WARWICK – The Rhode Island Family Shelter, a 27-year-old nonprofit that closed its shelter five days ago under financial duress, is working to re-establish emergency services, Executive Director Patti Macreading said Thursday.
The nonprofit is able to maintain its seven permanent supportive affordable housing apartments on the second floor of our building despite the closing of the shelter, Macreading told Providence Business News, but has relocated seven shelter residents with the help of other family service agencies and nonprofits and laid off 11 workers.
The two housing programs were located in the same building at 165 Beach Ave. in the Conimicut neighborhood of town, Macreading said.
The Board of Directors, which has experienced turnover due to the unexpected death of two members within the past six months, met Tuesday to consider next steps, Macreading said.
“Our focus is to try and work with some other agencies and the board to maintain our mission and possibly re-establish the emergency shelter,” she said. “At this point we are looking at all options. We met with [Warwick Mayor Scott Avedisian] Wednesday [but] we haven’t taken any steps yet.”
The nonprofit has seen its funding drop from $500,000 to about $400,000, yet still gets the same percentage – about 40 percent – in government funding, Macreading said. The rest comes from donations, fund-raising, grants and local trusts and foundations. She could not say how much it costs to run the shelter or the affordable housing programs.
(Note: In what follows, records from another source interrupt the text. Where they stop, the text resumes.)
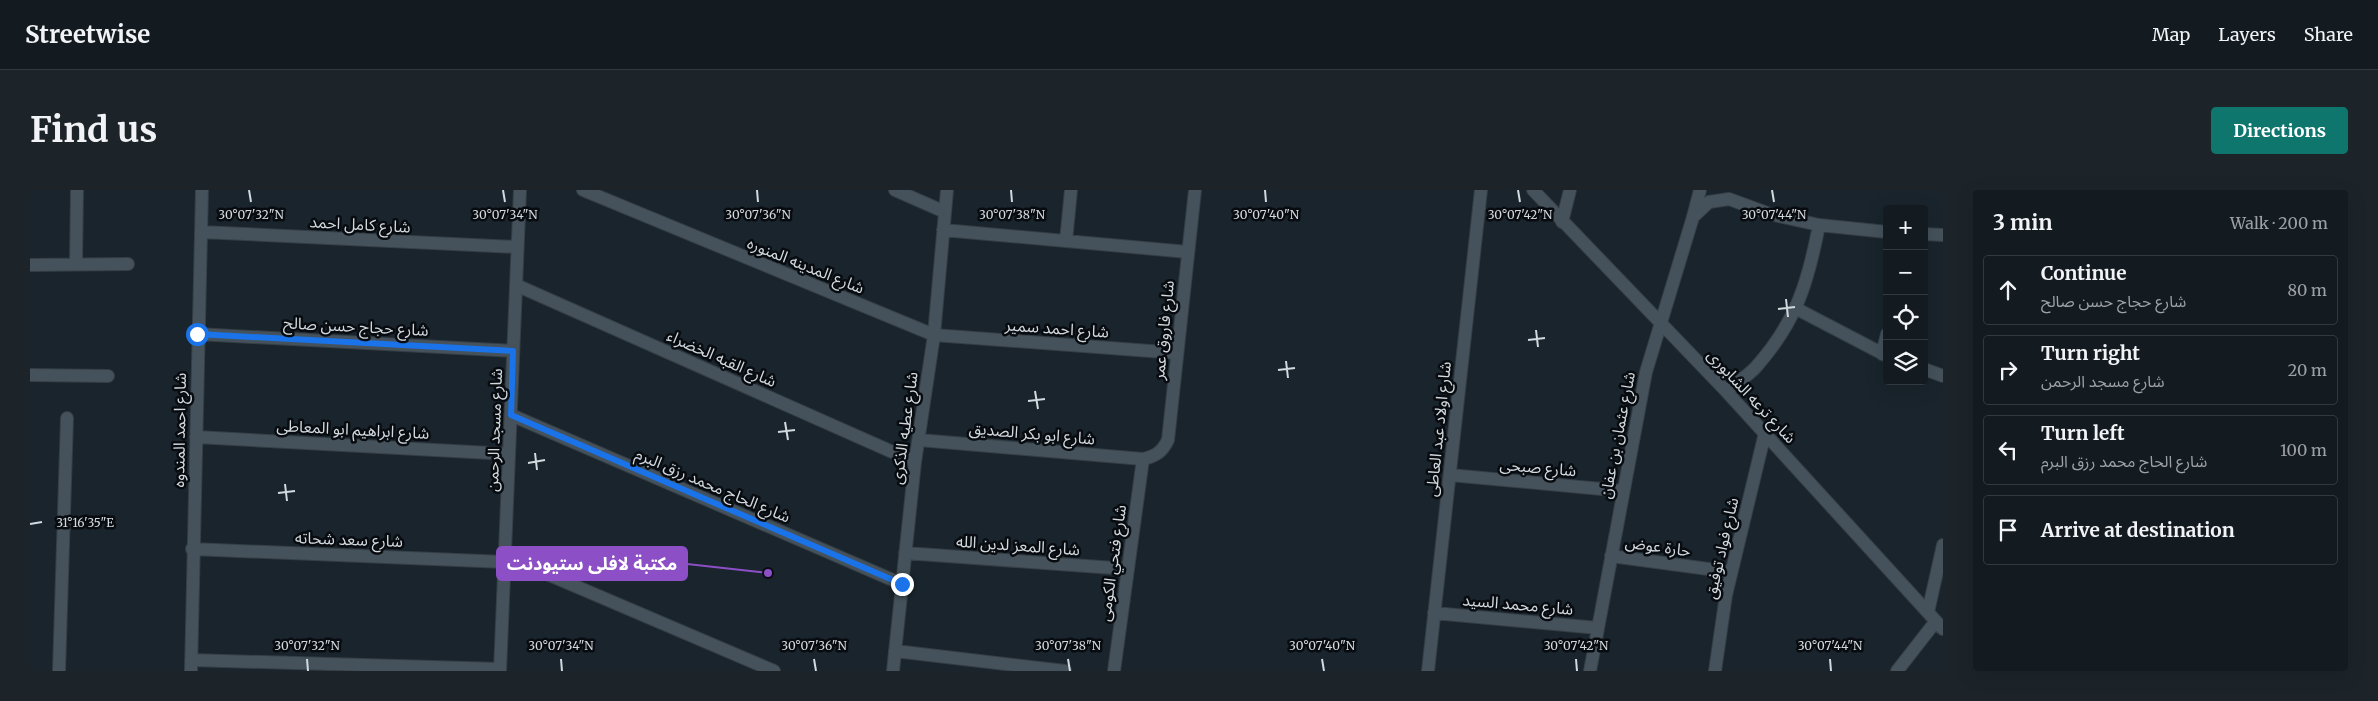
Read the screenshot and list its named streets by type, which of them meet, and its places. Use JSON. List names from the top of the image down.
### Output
{
  "streets": {
    "street": [
      "شارع كامل احمد",
      "شارع المدينه المنوره",
      "شارع حجاج حسن صالح",
      "شارع احمد سمير",
      "شارع فاروق عمر",
      "شارع القبه الخضراء",
      "شارع ترعه الشابورى",
      "شارع عطيه الذكرى",
      "شارع ابراهيم ابو المعاطى",
      "شارع اولاد عبد العاطى",
      "شارع احمد المندوه",
      "شارع مسجد الرحمن",
      "شارع ابو بكر الصديق",
      "شارع عثمان بن عفان",
      "شارع صبحى",
      "شارع الحاج محمد رزق البرم",
      "شارع سعد شحاته",
      "شارع المعز لدين الله",
      "حارة عوض",
      "شارع فواد توفيق",
      "شارع فتحي الكومى",
      "شارع محمد السيد"
    ]
  },
  "crossings": [
    ["شارع كامل احمد", "شارع احمد المندوه"],
    ["شارع كامل احمد", "شارع مسجد الرحمن"],
    ["شارع المدينه المنوره", "شارع احمد سمير"],
    ["شارع المدينه المنوره", "شارع عطيه الذكرى"],
    ["شارع حجاج حسن صالح", "شارع احمد المندوه"],
    ["شارع حجاج حسن صالح", "شارع مسجد الرحمن"],
    ["شارع احمد سمير", "شارع فاروق عمر"],
    ["شارع احمد سمير", "شارع عطيه الذكرى"],
    ["شارع فاروق عمر", "شارع ابو بكر الصديق"],
    ["شارع فاروق عمر", "شارع فتحي الكومى"],
    ["شارع القبه الخضراء", "شارع عطيه الذكرى"],
    ["شارع القبه الخضراء", "شارع مسجد الرحمن"],
    ["شارع ترعه الشابورى", "شارع عثمان بن عفان"],
    ["شارع ترعه الشابورى", "شارع فواد توفيق"],
    ["شارع عطيه الذكرى", "شارع ابو بكر الصديق"],
    ["شارع عطيه الذكرى", "شارع الحاج محمد رزق البرم"],
    ["شارع عطيه الذكرى", "شارع المعز لدين الله"],
    ["شارع ابراهيم ابو المعاطى", "شارع احمد المندوه"],
    ["شارع ابراهيم ابو المعاطى", "شارع مسجد الرحمن"],
    ["شارع اولاد عبد العاطى", "شارع صبحى"],
    ["شارع اولاد عبد العاطى", "شارع محمد السيد"],
    ["شارع احمد المندوه", "شارع سعد شحاته"],
    ["شارع مسجد الرحمن", "شارع الحاج محمد رزق البرم"],
    ["شارع مسجد الرحمن", "شارع سعد شحاته"],
    ["شارع ابو بكر الصديق", "شارع فتحي الكومى"],
    ["شارع عثمان بن عفان", "شارع صبحى"],
    ["شارع عثمان بن عفان", "حارة عوض"],
    ["شارع عثمان بن عفان", "شارع محمد السيد"],
    ["شارع المعز لدين الله", "شارع فتحي الكومى"],
    ["حارة عوض", "شارع فواد توفيق"]
  ],
  "places": ["مكتبة لافلى ستيودنت"],
  "page": {
    "header": "Streetwise",
    "nav": ["Map", "Layers", "Share"],
    "buttons": "Directions",
    "title": "Find us",
    "heading": ["3 min", "Walk · 200 m"],
    "map_buttons": ["+", "−"],
    "list": [
      ["Continue", "شارع حجاج حسن صالح", "80 m"],
      ["Turn right", "شارع مسجد الرحمن", "20 m"],
      ["Turn left", "شارع الحاج محمد رزق البرم", "100 m"],
      "Arrive at destination"
    ]
  },
  "coordinates": [
    "30°07'38\"N",
    "30°07'40\"N",
    "30°07'42\"N",
    "30°07'32\"N",
    "30°07'34\"N",
    "30°07'36\"N",
    "30°07'44\"N",
    "31°16'35\"E"
  ]
}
“I have to work out some of those numbers with the board,” she said. “With just level funding and an increase in expenses, we’ve had trouble sustaining the operation. We were trying everything not to get to this point, [but] I wasn’t able to continue to cover payroll.”
The nonprofit also gets about $45,000 annually in consolidated homeless funds from the state Office of Housing and Community Development, she noted. A new grant period hasn’t started yet, so funds have not been awarded, but if the nonprofit is working actively on a reorganization plan, she said, it may qualify for continued funding.
Macreading and the board went through a strategic planning process five years ago but with recent turnover, that plan hasn’t been updated, she said.